((
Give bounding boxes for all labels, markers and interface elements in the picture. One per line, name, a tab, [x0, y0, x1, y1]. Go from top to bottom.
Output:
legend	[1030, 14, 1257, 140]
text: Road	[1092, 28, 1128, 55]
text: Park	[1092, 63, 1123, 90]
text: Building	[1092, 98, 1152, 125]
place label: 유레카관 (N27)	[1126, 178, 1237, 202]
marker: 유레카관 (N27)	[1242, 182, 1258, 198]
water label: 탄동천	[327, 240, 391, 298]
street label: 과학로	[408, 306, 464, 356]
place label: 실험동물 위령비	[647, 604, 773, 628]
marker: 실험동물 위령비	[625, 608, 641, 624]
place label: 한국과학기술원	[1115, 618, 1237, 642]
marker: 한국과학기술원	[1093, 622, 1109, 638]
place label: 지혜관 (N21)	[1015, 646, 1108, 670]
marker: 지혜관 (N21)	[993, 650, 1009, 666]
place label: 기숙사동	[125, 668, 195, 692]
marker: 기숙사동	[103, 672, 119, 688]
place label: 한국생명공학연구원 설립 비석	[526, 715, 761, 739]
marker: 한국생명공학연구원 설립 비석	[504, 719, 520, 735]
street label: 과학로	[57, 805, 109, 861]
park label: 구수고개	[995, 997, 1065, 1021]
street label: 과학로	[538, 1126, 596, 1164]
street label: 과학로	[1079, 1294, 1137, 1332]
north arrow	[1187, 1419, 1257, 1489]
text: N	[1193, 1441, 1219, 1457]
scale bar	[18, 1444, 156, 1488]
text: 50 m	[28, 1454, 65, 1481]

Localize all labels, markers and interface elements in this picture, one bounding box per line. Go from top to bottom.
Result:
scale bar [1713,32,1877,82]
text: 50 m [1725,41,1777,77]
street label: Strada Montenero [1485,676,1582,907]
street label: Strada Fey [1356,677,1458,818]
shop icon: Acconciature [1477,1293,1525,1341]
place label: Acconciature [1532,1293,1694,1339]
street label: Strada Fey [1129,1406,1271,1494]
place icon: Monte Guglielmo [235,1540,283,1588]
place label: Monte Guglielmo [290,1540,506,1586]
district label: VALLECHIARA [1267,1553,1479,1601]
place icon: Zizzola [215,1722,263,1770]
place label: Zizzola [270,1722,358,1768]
))
* Work instruction: Each line of the listing is to be reproduced verbatim.

* Finished task:
Give bounding boxes for all labels, markers and interface elements in the picture. One per line, name, a tab, [x0, y0, x1, y1]. Go from top to bottom.
Output:
legend	[1030, 14, 1257, 140]
text: Road	[1092, 28, 1128, 55]
text: Park	[1092, 63, 1123, 90]
text: Building	[1092, 98, 1152, 125]
place label: 유레카관 (N27)	[1126, 178, 1237, 202]
marker: 유레카관 (N27)	[1242, 182, 1258, 198]
water label: 탄동천	[327, 240, 391, 298]
street label: 과학로	[408, 306, 464, 356]
place label: 실험동물 위령비	[647, 604, 773, 628]
marker: 실험동물 위령비	[625, 608, 641, 624]
place label: 한국과학기술원	[1115, 618, 1237, 642]
marker: 한국과학기술원	[1093, 622, 1109, 638]
place label: 지혜관 (N21)	[1015, 646, 1108, 670]
marker: 지혜관 (N21)	[993, 650, 1009, 666]
place label: 기숙사동	[125, 668, 195, 692]
marker: 기숙사동	[103, 672, 119, 688]
place label: 한국생명공학연구원 설립 비석	[526, 715, 761, 739]
marker: 한국생명공학연구원 설립 비석	[504, 719, 520, 735]
street label: 과학로	[57, 805, 109, 861]
park label: 구수고개	[995, 997, 1065, 1021]
street label: 과학로	[538, 1126, 596, 1164]
street label: 과학로	[1079, 1294, 1137, 1332]
north arrow	[1187, 1419, 1257, 1489]
text: N	[1193, 1441, 1219, 1457]
scale bar	[18, 1444, 156, 1488]
text: 50 m	[28, 1454, 65, 1481]

Localize all labels, markers and interface elements in this picture, one bounding box per line. Go from top to bottom.
Result:
scale bar [1713,32,1877,82]
text: 50 m [1725,41,1777,77]
street label: Strada Montenero [1485,676,1582,907]
street label: Strada Fey [1356,677,1458,818]
shop icon: Acconciature [1477,1293,1525,1341]
place label: Acconciature [1532,1293,1694,1339]
street label: Strada Fey [1129,1406,1271,1494]
place icon: Monte Guglielmo [235,1540,283,1588]
place label: Monte Guglielmo [290,1540,506,1586]
district label: VALLECHIARA [1267,1553,1479,1601]
place icon: Zizzola [215,1722,263,1770]
place label: Zizzola [270,1722,358,1768]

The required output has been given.